### [WHAT NEEDS TO BE DONE]
The output should be every line below, retyped exactly, with no images.

Data records:

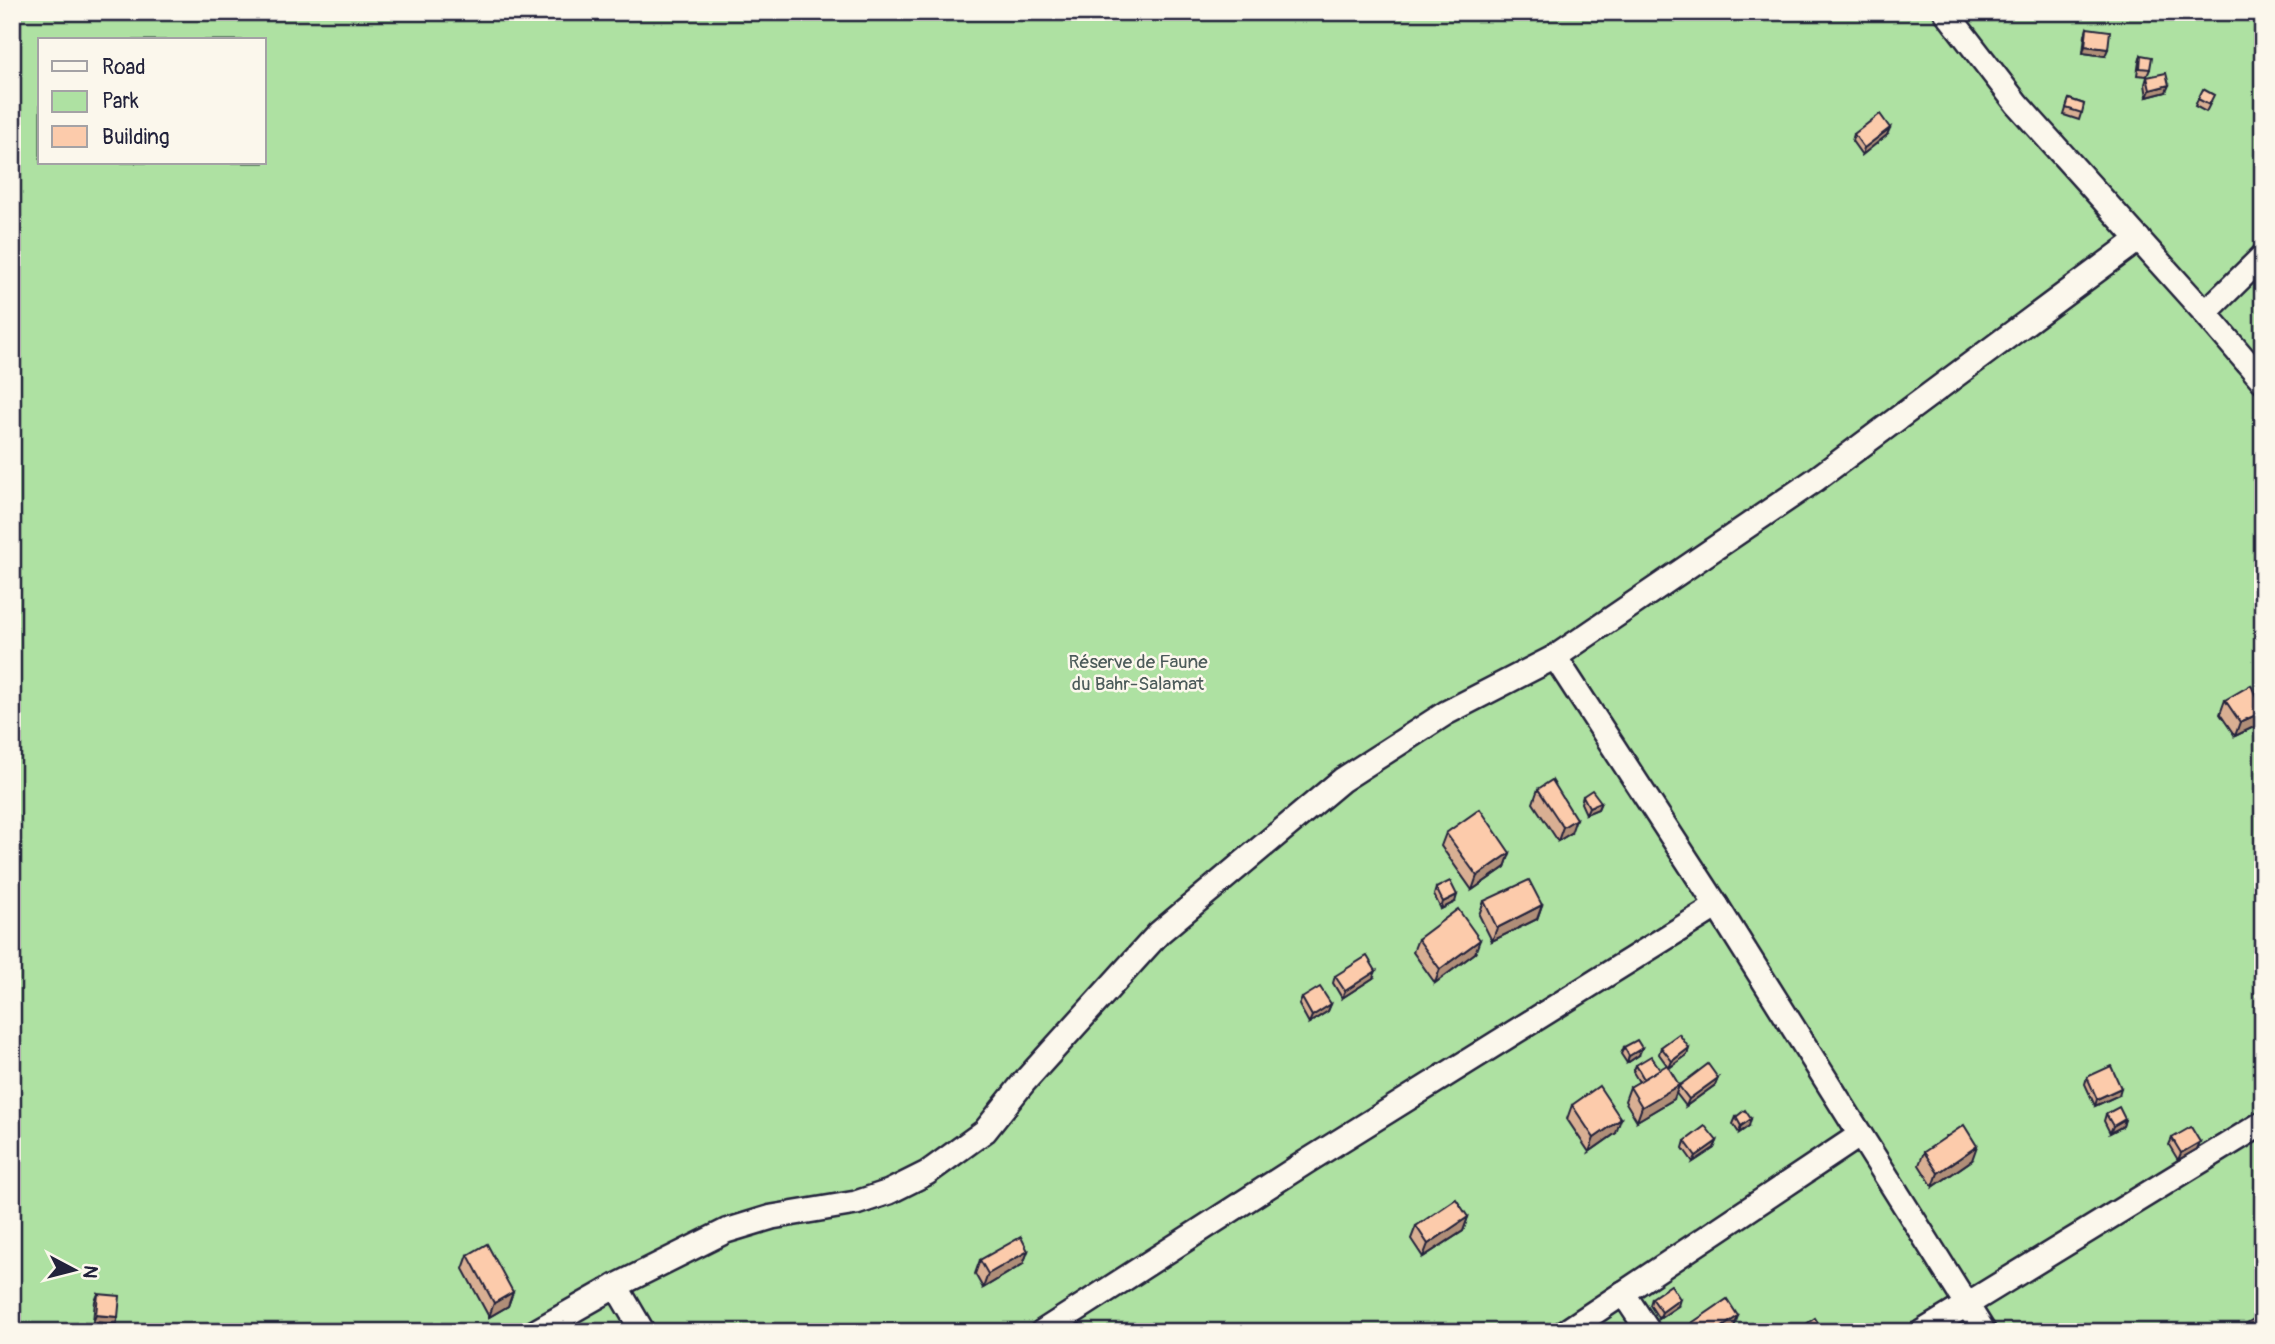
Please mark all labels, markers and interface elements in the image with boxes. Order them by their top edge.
legend [38,38,266,164]
text: Road [102,54,146,81]
text: Park [102,88,139,115]
text: Building [102,124,169,151]
park label: Réserve de Faune du Bahr-Salamat [1068,650,1208,696]
north arrow [38,1236,108,1306]
text: N [77,1264,103,1280]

### [REPLY TO THE TASK]
Please mark all labels, markers and interface elements in the image with boxes. Order them by their top edge.
legend [38,38,266,164]
text: Road [102,54,146,81]
text: Park [102,88,139,115]
text: Building [102,124,169,151]
park label: Réserve de Faune du Bahr-Salamat [1068,650,1208,696]
north arrow [38,1236,108,1306]
text: N [77,1264,103,1280]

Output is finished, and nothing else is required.